## Brief
Your answer must be the lines from the top of the listing below through the line that holds "position:relative; width:2014px; height:1323px;", retyped exactly, with no pictures.

┏━━

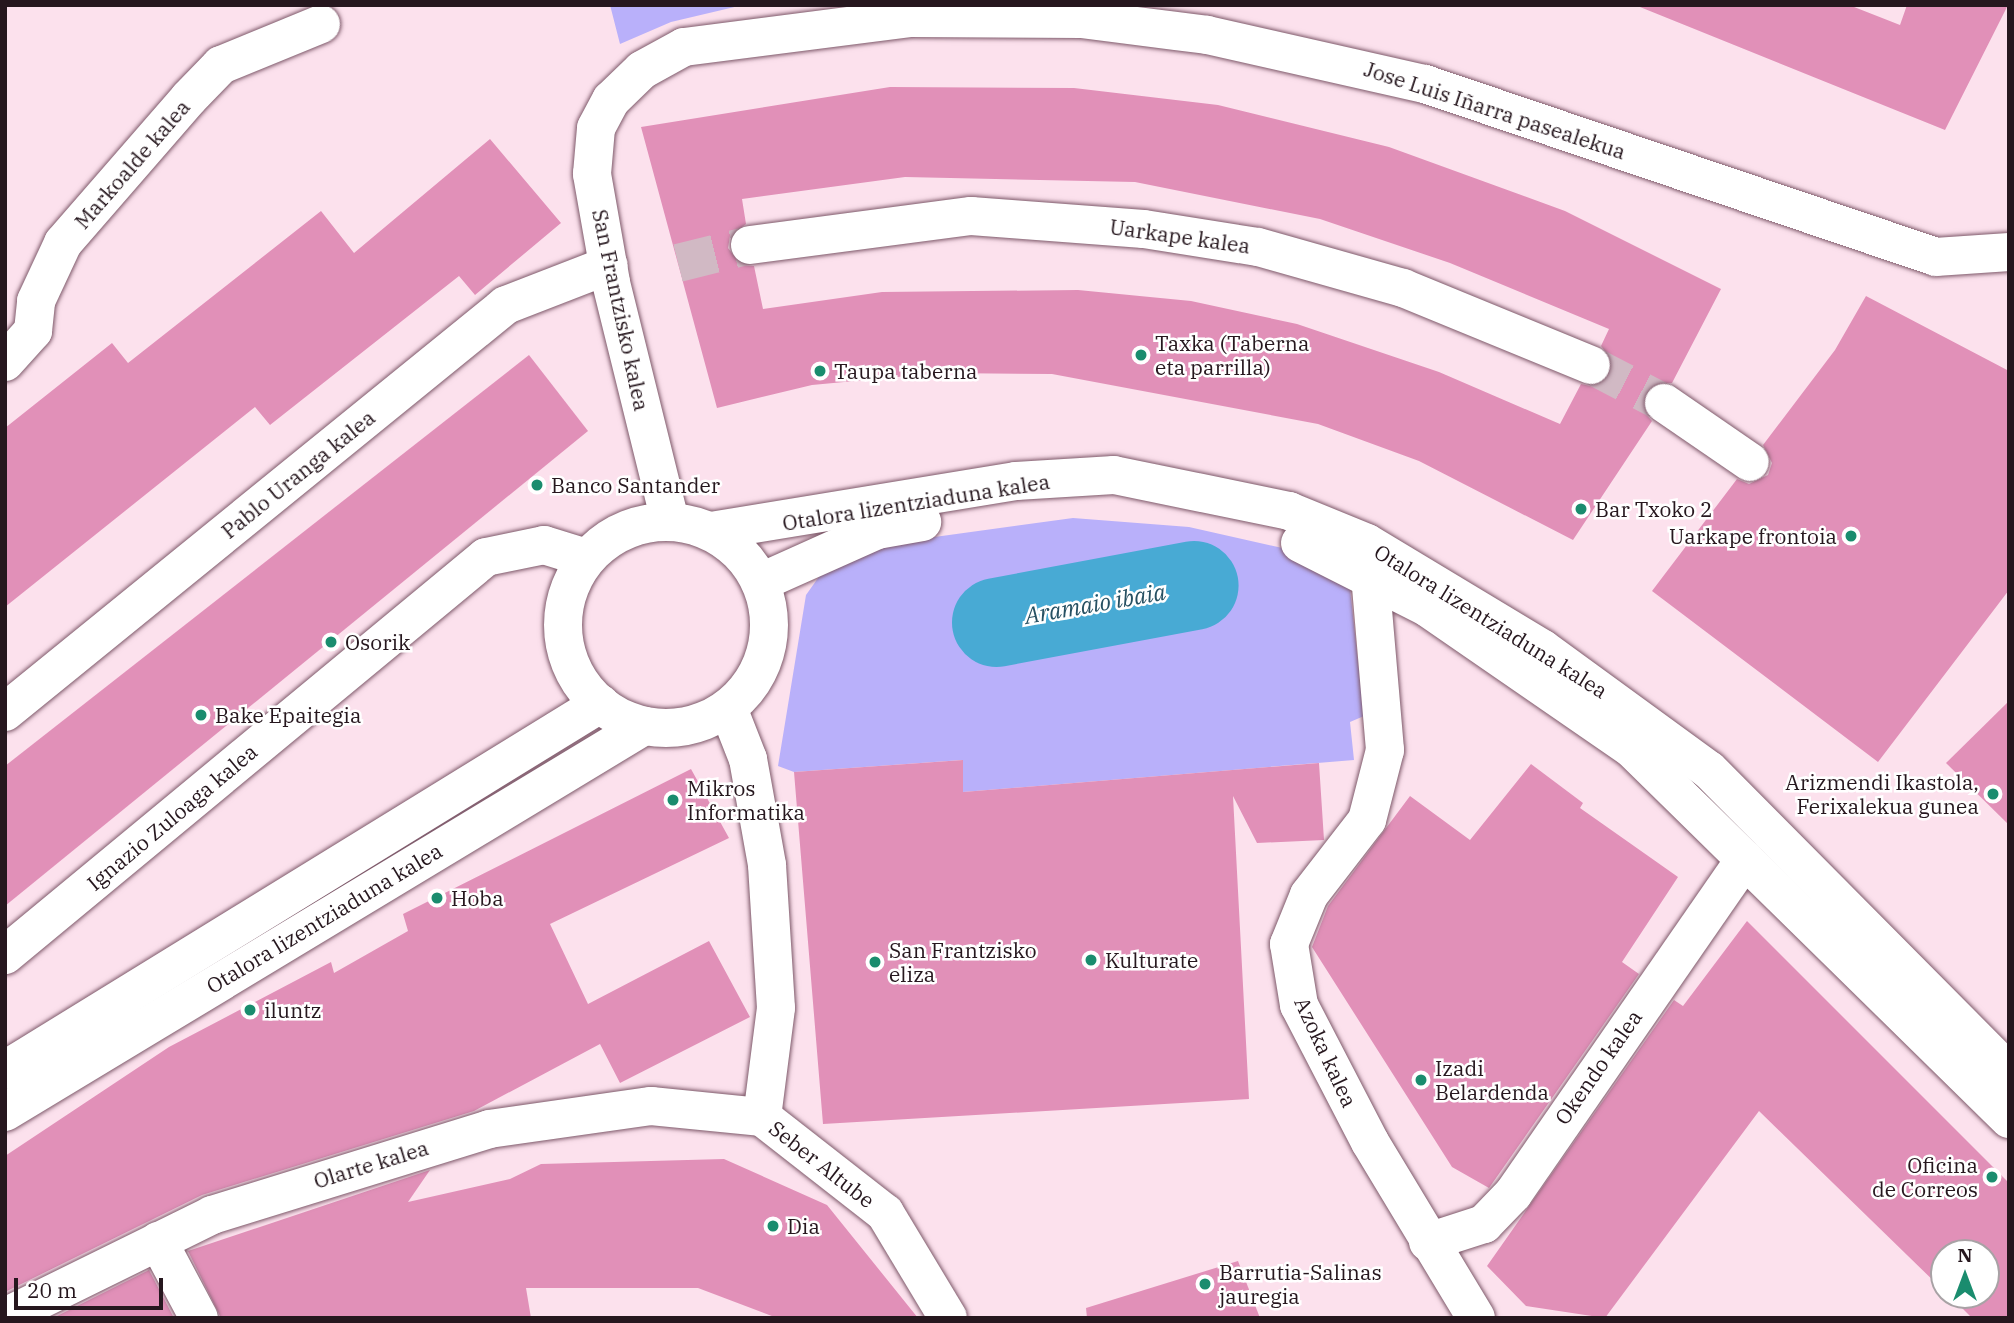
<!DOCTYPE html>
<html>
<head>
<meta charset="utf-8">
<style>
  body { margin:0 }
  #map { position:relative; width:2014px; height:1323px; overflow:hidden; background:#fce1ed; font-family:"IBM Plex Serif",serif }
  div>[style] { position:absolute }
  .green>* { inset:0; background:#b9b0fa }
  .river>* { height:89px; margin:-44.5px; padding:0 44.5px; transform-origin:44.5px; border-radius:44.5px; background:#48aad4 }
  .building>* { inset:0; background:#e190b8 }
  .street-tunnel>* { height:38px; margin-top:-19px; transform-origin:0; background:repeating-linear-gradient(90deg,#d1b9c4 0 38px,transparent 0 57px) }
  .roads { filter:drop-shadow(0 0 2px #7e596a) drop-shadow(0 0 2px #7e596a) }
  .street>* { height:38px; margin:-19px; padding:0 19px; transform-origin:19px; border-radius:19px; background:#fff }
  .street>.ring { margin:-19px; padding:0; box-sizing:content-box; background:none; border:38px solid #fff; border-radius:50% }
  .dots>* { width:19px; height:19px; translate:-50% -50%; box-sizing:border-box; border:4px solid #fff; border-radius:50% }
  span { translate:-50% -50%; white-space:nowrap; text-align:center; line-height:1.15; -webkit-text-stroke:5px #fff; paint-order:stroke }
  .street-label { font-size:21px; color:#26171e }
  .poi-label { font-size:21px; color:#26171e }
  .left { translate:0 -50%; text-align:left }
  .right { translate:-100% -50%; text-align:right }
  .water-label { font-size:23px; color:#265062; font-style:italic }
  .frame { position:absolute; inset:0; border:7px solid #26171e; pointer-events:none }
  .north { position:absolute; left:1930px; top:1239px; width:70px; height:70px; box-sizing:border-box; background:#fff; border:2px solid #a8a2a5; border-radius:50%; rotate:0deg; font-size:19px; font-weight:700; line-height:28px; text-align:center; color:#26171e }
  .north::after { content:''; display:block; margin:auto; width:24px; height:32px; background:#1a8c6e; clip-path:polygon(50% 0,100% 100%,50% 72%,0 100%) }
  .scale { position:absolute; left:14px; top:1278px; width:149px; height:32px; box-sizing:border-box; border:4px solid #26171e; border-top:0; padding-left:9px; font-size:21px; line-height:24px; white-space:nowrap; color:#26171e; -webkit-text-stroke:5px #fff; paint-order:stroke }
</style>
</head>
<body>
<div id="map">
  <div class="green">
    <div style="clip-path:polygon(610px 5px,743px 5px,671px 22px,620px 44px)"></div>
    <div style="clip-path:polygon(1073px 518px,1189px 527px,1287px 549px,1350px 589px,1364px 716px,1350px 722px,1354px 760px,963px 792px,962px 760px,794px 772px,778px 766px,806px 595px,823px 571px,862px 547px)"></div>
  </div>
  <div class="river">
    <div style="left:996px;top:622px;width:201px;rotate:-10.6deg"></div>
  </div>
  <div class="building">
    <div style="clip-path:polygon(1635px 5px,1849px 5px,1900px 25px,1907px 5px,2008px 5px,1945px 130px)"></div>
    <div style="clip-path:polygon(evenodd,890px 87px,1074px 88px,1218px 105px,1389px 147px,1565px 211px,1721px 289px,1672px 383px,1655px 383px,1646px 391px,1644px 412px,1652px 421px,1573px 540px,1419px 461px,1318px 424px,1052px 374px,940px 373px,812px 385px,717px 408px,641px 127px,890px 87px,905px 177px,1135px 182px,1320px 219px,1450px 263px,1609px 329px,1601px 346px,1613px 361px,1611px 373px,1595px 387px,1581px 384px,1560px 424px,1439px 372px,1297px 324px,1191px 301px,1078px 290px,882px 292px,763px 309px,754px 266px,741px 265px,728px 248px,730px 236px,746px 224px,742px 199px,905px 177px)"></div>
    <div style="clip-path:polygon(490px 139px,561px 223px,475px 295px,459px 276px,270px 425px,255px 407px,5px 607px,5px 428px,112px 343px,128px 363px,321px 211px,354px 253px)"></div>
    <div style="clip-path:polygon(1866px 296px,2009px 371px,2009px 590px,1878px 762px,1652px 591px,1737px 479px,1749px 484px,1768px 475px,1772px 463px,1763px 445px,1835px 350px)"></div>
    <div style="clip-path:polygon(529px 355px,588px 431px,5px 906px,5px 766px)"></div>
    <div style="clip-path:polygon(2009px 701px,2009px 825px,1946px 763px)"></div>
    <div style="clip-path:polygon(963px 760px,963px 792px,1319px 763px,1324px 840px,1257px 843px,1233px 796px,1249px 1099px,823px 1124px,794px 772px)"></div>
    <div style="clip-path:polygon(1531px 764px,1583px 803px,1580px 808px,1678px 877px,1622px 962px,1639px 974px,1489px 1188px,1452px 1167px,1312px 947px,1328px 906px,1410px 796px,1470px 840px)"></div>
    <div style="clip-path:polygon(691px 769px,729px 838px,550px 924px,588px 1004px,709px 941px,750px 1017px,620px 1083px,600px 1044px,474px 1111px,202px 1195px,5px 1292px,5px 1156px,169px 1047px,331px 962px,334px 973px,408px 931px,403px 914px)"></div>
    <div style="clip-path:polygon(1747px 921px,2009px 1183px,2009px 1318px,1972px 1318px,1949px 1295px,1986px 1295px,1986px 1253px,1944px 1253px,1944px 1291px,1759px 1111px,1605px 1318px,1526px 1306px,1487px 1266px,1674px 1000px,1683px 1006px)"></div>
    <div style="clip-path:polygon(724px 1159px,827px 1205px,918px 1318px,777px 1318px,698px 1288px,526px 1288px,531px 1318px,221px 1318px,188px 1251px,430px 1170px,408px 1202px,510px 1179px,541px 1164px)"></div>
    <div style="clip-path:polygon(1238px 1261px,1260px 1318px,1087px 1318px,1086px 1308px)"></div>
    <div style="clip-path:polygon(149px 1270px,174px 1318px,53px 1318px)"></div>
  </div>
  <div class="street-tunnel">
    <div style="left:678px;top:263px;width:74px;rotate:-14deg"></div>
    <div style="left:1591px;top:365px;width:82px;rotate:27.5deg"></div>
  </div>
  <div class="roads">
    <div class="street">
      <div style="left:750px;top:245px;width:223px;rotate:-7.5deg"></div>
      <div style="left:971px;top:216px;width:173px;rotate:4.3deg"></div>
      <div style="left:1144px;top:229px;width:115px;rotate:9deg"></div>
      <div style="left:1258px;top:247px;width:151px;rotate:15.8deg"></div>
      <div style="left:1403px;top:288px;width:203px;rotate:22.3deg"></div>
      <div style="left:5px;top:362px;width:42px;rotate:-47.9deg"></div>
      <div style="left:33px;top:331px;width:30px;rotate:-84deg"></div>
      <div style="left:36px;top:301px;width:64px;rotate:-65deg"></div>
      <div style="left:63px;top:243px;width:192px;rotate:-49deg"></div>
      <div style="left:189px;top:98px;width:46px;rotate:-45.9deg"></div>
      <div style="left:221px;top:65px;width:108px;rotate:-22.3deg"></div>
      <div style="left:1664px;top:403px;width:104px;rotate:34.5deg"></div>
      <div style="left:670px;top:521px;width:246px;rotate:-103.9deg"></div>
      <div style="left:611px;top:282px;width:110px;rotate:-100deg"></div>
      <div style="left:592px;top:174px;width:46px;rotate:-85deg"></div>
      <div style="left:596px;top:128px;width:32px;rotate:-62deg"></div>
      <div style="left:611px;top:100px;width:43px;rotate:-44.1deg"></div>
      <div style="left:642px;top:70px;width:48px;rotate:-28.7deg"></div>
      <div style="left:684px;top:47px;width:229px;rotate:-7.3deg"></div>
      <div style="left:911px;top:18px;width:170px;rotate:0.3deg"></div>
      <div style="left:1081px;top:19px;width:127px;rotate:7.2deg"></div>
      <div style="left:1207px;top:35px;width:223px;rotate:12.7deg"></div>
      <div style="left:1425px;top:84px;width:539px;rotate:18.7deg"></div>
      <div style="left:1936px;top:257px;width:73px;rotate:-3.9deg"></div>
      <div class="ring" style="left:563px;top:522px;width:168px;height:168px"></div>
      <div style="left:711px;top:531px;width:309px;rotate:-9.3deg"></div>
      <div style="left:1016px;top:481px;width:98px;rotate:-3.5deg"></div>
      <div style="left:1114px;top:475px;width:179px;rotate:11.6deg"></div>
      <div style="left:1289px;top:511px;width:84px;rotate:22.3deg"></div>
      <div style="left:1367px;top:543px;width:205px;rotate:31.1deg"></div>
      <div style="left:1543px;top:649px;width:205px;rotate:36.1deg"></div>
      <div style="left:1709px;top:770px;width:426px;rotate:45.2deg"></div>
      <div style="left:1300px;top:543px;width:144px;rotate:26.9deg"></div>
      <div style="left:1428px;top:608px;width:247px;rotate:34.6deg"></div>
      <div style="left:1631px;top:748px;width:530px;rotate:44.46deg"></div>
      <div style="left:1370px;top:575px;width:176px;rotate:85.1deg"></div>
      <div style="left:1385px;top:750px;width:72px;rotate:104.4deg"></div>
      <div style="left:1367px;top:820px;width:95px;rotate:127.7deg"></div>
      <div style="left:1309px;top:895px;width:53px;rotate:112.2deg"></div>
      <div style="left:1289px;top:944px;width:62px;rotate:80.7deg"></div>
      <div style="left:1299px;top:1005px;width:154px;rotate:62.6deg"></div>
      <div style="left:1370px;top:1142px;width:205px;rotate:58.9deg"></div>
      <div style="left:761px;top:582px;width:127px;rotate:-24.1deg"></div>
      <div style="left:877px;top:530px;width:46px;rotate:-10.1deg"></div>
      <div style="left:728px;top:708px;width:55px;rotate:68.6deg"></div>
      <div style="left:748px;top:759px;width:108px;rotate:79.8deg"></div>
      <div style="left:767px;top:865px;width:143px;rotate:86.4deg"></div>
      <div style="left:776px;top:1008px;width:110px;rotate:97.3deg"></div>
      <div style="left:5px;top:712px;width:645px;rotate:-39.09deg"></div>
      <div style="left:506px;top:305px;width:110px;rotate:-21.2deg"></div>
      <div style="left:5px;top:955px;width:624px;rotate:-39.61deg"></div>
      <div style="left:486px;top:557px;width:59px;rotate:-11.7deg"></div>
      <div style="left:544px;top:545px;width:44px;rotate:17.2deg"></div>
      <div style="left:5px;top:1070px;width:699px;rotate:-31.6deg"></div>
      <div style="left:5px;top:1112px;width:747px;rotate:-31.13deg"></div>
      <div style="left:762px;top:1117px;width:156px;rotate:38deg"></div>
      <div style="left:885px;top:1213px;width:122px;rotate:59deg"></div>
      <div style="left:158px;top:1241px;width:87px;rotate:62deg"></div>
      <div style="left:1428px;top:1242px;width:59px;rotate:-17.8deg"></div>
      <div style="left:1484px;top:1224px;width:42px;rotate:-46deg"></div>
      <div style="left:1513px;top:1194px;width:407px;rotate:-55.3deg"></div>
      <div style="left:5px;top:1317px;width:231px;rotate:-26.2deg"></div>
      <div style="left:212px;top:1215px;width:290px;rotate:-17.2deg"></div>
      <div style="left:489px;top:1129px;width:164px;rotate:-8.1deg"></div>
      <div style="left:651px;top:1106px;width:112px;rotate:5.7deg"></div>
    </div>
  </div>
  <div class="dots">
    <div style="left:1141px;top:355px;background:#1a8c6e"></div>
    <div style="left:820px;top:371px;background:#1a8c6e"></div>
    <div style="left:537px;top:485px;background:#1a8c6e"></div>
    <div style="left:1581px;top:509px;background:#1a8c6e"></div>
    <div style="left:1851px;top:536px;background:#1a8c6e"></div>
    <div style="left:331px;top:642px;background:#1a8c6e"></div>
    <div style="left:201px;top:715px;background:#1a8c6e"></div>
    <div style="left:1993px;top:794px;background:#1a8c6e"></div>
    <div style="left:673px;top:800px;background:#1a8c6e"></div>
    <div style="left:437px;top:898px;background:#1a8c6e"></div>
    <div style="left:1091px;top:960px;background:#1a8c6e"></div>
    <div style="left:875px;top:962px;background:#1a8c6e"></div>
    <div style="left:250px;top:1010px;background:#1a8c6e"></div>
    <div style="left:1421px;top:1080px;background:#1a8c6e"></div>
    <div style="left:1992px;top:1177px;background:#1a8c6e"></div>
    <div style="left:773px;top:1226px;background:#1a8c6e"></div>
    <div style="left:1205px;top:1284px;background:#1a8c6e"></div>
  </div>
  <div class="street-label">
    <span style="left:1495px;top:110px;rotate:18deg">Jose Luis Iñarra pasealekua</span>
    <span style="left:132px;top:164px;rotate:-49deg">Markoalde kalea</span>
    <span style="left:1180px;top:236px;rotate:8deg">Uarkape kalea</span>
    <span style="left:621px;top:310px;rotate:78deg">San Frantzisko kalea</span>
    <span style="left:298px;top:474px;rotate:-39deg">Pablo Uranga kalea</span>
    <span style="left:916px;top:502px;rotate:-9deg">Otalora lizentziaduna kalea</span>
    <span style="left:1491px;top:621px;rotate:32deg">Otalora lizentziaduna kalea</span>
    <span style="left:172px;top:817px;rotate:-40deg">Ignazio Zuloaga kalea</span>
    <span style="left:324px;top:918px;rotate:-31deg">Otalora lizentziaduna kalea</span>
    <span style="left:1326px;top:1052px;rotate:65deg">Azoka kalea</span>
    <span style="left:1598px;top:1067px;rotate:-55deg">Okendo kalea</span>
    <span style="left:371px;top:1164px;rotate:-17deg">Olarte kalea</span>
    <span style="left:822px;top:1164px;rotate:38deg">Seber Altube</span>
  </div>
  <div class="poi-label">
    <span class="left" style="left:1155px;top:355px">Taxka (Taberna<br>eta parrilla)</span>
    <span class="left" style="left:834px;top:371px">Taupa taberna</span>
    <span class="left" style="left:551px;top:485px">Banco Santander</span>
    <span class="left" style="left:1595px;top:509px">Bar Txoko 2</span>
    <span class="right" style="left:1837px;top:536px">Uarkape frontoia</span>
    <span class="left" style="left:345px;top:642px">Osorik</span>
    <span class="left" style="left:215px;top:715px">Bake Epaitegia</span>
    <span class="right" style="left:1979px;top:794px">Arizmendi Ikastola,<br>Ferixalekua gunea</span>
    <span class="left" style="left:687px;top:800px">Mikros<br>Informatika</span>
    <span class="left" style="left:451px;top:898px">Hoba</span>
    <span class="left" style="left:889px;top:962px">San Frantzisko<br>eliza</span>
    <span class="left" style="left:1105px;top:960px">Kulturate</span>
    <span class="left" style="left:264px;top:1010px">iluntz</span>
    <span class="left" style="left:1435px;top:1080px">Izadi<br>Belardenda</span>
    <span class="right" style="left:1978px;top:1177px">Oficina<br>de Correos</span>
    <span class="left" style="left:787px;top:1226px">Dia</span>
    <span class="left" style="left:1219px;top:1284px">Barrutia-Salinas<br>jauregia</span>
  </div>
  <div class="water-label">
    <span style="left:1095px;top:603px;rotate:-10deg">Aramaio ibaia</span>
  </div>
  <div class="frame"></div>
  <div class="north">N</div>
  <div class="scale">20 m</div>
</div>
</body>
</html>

┗━━

## Response to this task
<!DOCTYPE html>
<html>
<head>
<meta charset="utf-8">
<style>
  body { margin:0 }
  #map { position:relative; width:2014px; height:1323px; overflow:hidden; background:#fce1ed; font-family:"IBM Plex Serif",serif }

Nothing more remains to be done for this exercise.